From pastry to protein.

Social anachronism or historic treasure? Once the nexus for Vancouver’s Chinese immigrant population, Canada’s largest Chinatown fell into a gradual state of decline as subsequent generations of the city’s Cantonese community dispersed throughout the Lower Mainland, establishing business and shopping cores in Burnaby and Richmond. Recent years, though, have seen a resurgence of interest in the area’s cultural significance. The current push to have Chinatown declared a UNESCO world heritage site before the 2010 Olympics dovetails with privately and publicly funded revitalization efforts to restore its faded glory.

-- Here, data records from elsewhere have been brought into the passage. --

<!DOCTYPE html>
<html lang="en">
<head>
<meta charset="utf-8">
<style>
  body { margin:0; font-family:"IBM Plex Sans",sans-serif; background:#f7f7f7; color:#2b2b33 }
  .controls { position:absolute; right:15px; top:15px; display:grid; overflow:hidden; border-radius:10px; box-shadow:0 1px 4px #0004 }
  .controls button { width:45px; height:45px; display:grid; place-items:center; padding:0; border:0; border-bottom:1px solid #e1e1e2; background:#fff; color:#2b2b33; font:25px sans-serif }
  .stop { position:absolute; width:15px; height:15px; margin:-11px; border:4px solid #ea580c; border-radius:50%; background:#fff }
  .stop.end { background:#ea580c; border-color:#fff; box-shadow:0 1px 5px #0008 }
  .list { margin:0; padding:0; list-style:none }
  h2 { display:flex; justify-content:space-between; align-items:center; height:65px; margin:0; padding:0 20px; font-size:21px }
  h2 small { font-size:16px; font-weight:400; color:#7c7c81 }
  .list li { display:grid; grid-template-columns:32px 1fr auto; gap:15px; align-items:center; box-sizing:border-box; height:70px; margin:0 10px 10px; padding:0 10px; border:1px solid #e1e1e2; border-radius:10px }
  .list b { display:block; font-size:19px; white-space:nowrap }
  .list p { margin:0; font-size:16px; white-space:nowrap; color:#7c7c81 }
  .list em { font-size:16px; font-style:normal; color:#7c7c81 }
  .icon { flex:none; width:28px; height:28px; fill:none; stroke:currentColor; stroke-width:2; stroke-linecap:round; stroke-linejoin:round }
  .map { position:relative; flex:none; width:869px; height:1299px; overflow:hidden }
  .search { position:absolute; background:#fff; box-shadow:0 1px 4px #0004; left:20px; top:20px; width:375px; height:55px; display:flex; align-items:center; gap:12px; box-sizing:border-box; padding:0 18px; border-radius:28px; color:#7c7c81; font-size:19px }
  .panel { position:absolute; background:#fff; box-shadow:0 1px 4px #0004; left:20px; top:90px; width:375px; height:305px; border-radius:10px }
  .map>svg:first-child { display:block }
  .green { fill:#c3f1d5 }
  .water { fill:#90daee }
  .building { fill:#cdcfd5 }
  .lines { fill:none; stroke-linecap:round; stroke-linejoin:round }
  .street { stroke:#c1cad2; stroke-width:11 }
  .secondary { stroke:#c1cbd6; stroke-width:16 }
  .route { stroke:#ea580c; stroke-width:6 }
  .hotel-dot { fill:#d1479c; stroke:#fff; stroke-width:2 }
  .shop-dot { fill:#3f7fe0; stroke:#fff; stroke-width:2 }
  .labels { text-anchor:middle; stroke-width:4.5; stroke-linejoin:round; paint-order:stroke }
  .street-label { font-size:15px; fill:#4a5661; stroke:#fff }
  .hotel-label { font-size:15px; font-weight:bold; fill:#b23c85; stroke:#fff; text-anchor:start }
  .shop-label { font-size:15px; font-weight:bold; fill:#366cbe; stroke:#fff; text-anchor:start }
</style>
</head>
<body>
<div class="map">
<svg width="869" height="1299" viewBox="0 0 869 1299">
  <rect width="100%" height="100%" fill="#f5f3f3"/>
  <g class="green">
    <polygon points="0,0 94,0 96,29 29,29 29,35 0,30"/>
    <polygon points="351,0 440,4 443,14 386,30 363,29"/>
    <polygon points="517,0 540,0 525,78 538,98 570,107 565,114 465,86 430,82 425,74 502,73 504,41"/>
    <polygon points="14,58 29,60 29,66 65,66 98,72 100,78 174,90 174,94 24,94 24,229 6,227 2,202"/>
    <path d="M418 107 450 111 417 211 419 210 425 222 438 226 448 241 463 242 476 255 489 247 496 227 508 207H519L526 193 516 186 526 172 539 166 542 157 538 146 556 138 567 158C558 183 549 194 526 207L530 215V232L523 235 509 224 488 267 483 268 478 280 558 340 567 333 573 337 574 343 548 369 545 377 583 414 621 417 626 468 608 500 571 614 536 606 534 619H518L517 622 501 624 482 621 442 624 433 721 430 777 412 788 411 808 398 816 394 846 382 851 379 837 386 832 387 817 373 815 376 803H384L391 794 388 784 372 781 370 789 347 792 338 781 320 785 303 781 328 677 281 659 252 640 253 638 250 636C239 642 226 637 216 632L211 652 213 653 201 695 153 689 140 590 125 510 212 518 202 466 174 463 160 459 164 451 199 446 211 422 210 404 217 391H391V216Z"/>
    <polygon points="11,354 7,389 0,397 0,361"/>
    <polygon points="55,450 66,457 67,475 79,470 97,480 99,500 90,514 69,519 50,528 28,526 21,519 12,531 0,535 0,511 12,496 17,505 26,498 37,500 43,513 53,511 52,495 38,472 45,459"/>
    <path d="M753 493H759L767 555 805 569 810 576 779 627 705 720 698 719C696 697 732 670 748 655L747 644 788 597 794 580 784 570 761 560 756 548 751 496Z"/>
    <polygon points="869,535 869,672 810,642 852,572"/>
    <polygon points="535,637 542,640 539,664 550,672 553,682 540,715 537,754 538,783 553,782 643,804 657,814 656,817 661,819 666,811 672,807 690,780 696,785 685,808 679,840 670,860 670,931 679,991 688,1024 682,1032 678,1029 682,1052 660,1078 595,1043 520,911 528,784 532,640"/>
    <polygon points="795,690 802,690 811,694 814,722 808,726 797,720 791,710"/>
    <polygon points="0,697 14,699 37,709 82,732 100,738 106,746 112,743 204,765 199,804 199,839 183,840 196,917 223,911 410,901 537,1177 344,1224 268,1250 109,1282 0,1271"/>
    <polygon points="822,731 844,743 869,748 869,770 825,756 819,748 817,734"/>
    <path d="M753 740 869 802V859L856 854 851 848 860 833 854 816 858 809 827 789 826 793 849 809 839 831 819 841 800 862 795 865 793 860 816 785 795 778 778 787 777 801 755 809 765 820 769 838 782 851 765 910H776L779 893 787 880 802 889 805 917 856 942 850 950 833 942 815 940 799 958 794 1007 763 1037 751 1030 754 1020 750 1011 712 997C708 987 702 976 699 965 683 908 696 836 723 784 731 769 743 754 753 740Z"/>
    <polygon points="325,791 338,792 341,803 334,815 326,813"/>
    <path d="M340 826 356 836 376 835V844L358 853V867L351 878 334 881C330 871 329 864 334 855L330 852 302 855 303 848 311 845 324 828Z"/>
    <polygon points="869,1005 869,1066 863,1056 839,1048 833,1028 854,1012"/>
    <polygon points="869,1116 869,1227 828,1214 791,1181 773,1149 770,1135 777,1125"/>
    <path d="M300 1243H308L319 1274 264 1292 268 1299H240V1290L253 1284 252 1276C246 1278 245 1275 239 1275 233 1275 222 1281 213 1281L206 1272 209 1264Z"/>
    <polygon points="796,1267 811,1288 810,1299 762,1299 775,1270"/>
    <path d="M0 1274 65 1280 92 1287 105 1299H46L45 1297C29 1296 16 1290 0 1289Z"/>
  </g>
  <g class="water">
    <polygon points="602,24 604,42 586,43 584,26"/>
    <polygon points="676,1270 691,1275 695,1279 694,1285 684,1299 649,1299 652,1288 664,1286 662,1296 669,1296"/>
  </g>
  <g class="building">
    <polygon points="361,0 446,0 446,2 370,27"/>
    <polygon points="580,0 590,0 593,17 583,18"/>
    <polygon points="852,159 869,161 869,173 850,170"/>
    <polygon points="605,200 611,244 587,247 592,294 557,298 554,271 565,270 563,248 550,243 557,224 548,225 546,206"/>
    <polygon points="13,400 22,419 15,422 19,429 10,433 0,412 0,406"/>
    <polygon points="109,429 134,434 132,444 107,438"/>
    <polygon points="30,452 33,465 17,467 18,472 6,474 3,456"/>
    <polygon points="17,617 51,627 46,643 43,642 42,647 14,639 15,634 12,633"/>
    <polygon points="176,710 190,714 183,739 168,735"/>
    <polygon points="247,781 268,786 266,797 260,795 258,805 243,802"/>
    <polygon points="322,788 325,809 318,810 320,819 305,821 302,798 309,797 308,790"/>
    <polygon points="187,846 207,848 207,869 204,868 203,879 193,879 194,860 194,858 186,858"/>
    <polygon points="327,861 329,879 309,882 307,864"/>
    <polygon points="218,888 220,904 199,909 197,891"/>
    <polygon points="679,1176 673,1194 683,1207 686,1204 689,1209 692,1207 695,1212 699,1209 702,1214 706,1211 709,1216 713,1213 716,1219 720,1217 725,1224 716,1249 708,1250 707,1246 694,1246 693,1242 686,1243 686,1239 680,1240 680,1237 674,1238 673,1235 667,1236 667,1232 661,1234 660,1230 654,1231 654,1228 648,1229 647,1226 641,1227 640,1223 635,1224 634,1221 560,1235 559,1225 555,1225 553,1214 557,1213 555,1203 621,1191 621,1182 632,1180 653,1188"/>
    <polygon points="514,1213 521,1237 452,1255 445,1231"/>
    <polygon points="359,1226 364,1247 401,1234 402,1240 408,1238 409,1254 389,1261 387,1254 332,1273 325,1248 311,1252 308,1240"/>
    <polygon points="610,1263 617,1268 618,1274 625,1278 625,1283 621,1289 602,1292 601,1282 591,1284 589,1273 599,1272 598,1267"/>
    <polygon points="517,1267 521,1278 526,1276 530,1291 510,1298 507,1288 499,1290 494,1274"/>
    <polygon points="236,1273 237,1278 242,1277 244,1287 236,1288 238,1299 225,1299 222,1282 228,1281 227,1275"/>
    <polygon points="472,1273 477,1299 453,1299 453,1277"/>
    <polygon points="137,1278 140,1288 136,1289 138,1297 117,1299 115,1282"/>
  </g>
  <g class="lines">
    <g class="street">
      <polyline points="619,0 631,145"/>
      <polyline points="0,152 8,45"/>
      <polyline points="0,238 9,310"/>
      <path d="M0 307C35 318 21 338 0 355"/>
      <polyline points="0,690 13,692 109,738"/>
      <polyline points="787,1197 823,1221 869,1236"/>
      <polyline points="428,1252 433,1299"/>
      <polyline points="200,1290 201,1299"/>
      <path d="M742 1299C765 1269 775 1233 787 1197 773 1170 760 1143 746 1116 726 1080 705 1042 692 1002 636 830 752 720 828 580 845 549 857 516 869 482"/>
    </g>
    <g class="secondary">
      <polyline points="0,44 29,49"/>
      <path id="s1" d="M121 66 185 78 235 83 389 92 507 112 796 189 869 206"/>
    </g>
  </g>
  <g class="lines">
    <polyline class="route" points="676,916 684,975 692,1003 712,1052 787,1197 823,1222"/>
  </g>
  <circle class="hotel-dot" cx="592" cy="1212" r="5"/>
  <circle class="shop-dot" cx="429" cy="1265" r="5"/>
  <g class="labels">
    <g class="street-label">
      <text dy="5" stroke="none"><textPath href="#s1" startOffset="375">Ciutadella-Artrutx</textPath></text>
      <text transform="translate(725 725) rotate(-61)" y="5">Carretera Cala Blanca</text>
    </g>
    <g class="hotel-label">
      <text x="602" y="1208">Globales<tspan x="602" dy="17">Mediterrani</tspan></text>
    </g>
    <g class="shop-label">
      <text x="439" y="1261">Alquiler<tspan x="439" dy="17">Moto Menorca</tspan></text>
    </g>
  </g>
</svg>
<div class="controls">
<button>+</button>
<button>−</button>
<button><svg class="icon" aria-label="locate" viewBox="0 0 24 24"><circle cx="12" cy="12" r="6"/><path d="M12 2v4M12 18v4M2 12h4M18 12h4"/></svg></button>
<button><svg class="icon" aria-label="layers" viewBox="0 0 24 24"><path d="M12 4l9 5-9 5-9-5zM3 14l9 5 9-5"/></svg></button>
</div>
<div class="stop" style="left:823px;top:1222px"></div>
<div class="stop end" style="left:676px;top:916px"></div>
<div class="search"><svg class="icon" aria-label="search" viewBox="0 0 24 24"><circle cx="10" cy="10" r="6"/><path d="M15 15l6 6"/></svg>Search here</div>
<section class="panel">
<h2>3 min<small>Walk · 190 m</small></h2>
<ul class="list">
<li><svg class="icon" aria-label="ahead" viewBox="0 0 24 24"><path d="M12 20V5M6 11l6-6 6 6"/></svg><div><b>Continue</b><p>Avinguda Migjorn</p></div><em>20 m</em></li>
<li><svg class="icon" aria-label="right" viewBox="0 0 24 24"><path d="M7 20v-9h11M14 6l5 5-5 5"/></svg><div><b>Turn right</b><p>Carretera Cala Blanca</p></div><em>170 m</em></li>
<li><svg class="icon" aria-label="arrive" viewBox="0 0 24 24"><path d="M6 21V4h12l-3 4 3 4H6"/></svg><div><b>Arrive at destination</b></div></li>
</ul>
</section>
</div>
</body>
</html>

A stroll through this vibrant neighbourhood encompasses a vast array of sensory experiences, some mouthwatering, some exotic and mysterious. Gastronomes, tourists and locals alike are invariably drawn to the panoply of culinary delights offered in Chinatown’s fresh market, bounded by Main Street to the west and Gore Street to the east. Your nose may wrinkle at the smell, but your eyes will be dazzled by the staggering array of bins spilling out from the storefronts onto the sidewalk, filled with a myriad of pungently scented dried foodstuffs. There are threadlike silverfish for flavouring soups and stirfries, seemingly flighted lizards on sticks used in medicinal tonic soups and wolfberries (goji berries) for steeping herbal teas and sprinkling atop congee.

Not all the smells are foreign, however. Few can resist the seductive aroma wafting from bakeries such as Maxim’s or Sun Fresh on Keefer Street. Grab a snack in hand to fuel your stroll: sweet-crusted pineapple coconut and savoury barbecued pork buns, or perhaps light and flaky tarts filled with creamy egg custard. If you’re lucky, they’ll still be warm from the oven.

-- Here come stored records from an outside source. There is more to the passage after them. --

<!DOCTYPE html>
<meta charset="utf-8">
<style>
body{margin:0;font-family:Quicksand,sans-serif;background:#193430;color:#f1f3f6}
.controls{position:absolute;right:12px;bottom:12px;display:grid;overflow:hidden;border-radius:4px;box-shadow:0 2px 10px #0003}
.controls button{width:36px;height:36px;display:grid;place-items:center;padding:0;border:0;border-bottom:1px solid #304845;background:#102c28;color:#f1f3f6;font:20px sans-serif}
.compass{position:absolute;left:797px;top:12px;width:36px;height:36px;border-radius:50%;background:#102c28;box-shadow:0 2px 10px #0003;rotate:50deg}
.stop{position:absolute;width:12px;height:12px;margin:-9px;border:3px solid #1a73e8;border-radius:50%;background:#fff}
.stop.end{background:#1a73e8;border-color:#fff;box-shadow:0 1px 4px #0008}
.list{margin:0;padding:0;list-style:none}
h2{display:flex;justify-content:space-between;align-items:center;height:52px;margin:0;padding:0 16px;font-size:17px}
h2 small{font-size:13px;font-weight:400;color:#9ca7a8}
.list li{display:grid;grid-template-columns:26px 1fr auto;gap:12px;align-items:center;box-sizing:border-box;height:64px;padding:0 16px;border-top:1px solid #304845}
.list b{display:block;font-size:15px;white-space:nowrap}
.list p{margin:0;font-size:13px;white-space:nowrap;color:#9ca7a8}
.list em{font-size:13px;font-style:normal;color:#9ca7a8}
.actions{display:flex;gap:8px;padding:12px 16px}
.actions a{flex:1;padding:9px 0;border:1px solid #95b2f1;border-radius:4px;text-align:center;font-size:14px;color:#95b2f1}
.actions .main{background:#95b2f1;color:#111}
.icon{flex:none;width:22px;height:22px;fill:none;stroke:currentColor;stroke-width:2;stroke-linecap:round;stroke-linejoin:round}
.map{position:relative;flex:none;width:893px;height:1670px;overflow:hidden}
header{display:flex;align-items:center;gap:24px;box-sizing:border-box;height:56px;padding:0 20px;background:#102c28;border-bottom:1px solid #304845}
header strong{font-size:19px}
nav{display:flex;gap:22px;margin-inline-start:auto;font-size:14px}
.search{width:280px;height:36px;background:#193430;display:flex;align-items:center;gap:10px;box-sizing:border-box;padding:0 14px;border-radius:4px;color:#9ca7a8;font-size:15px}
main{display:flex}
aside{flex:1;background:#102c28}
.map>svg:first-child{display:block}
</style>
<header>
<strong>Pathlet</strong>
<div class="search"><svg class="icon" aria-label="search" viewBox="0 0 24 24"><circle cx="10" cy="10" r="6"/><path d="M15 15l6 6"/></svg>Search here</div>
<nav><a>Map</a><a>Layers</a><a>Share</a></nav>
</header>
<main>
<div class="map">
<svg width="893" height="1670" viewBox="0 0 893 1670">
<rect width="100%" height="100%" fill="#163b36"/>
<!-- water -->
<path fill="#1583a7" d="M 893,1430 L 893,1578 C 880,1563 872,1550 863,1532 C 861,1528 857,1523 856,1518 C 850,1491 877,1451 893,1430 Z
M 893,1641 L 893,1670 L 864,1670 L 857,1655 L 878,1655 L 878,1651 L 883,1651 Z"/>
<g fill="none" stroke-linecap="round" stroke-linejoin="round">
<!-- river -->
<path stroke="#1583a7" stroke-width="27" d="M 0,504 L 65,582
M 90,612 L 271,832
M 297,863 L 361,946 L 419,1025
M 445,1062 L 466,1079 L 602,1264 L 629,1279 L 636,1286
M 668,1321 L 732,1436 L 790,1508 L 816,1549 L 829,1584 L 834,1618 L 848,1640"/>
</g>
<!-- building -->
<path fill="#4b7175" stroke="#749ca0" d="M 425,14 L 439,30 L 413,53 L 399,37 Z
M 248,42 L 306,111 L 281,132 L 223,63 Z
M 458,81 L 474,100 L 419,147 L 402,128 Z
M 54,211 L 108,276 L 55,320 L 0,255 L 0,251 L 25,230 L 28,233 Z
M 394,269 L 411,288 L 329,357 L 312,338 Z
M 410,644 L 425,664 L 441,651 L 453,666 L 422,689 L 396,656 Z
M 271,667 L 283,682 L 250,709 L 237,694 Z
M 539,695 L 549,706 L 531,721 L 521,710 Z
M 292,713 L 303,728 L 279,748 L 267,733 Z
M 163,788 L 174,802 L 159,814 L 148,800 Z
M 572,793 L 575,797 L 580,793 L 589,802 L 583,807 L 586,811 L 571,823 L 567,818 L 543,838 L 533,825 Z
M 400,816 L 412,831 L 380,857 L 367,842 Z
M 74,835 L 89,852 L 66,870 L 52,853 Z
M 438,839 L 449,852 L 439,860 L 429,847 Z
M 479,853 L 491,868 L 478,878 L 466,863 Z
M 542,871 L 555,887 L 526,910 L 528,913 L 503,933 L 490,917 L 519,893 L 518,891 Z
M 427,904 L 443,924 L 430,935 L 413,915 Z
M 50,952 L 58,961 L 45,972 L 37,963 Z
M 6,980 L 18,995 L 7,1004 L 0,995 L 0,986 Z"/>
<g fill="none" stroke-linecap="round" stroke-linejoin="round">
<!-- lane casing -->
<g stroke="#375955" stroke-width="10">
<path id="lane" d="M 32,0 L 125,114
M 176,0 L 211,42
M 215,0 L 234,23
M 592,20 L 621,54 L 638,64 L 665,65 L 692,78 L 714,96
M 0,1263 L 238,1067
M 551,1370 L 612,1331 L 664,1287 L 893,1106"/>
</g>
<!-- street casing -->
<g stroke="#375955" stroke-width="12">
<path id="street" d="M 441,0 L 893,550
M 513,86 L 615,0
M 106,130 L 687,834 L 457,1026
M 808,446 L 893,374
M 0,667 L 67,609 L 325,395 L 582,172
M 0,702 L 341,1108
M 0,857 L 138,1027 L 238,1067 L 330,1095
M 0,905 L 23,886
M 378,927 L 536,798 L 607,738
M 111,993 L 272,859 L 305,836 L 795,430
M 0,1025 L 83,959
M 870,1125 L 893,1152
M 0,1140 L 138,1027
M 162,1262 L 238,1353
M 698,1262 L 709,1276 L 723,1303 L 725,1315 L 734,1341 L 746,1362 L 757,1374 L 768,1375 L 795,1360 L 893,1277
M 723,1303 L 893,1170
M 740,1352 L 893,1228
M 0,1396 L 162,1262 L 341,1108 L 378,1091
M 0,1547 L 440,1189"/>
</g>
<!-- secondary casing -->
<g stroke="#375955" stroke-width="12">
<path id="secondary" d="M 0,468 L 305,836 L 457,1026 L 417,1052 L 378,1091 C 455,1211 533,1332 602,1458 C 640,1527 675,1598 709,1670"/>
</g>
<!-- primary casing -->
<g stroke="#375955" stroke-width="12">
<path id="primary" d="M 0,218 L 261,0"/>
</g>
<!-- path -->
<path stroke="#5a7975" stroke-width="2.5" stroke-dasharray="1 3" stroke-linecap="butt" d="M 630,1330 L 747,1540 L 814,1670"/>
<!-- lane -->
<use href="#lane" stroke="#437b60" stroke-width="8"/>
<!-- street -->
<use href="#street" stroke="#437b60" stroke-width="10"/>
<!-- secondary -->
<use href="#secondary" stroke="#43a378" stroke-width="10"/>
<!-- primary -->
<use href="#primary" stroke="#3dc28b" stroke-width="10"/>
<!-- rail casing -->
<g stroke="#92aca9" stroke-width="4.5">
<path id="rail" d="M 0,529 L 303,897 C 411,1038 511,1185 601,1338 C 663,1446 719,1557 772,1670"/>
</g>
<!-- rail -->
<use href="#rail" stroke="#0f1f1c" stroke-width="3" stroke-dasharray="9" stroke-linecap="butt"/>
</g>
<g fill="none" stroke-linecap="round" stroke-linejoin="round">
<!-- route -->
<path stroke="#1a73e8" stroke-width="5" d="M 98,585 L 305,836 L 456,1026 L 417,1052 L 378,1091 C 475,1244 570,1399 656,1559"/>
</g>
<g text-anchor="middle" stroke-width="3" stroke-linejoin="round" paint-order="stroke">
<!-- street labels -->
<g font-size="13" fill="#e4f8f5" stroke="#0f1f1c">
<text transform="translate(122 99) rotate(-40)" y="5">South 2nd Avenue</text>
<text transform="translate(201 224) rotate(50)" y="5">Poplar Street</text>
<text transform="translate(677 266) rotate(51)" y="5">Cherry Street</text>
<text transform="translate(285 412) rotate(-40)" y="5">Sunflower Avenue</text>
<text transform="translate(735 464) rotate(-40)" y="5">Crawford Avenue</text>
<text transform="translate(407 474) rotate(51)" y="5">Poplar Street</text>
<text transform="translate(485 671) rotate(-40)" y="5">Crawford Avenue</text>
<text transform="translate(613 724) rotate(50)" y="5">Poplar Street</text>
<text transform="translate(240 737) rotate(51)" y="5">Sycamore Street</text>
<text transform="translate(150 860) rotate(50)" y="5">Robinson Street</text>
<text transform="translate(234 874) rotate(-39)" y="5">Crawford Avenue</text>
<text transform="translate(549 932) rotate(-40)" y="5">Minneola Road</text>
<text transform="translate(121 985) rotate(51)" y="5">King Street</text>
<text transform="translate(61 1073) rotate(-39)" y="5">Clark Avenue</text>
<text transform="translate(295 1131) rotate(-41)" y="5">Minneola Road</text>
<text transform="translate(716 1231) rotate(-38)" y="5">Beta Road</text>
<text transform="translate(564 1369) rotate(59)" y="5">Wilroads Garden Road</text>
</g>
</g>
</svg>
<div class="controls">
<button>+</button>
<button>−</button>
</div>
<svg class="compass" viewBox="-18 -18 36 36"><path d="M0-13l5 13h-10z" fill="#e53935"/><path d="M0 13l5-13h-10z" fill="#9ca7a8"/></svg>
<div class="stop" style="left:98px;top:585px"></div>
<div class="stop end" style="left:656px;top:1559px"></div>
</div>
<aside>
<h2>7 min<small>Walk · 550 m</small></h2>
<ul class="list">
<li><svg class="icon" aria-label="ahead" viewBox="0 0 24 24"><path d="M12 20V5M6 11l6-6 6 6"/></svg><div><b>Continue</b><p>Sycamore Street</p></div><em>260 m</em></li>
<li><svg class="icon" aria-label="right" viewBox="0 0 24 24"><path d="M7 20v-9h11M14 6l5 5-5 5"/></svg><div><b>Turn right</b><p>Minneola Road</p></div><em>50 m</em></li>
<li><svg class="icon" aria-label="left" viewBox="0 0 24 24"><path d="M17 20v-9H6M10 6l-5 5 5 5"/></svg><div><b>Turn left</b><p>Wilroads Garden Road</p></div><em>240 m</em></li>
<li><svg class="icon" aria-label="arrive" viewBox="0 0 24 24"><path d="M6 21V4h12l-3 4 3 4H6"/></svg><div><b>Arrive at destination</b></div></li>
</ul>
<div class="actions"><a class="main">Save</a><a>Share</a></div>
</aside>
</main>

Starch acquisition complete, wander over to the Dollar Meat Store on East Pender, a neighbourhood mainstay for over 32 years. Mahogany-skinned barbecued ducks and crackling-laden sides of crispy roasted pork hanging in the window are sure to lure you inside with their promise of protein goodness. The walls are adorned with clutches of salty-sweet dry sausage (lap cheung) and umami-rich dry-cured Yunnan ham; specialties include pressed duck and free-range chicken. For a welcome respite from the jostling crowds, step into one of the two locations of Ten Ren Tea and Ginseng Company that bookend the 500 block of Main Street. A hushed aura lends itself to quiet appreciation of the sample you’ll invariably be offered for sipping—perhaps pungent black tea, sweet and peppery ginger flower or ethereally scented jasmine.

Stop at Tinland Cookware on East Pender to pick up any necessary accoutrements for creating a home-cooked Chinese meal of your own. Popular with both chefs and home cooks seeking well-priced kitchen goods, its ceiling-high shelves are well stocked with razor-sharp carbon steel cleavers, cast-iron plates, stone bowls for sizzling table service, and stock pots large enough to bathe in. What can’t be sourced at Tinland is sure to be found at Ming Wo. An epicure’s paradise, it carries everything from Cuisinart to chopstick rests, from Le Creuset to long-handled woks. You may well choose to end your stroll in a restaurant such as Phnom Penh, or the expansive Floata. Whether you do, or choose to head home with sundries and supplies to cook, it is always worth the visit to Chinatown.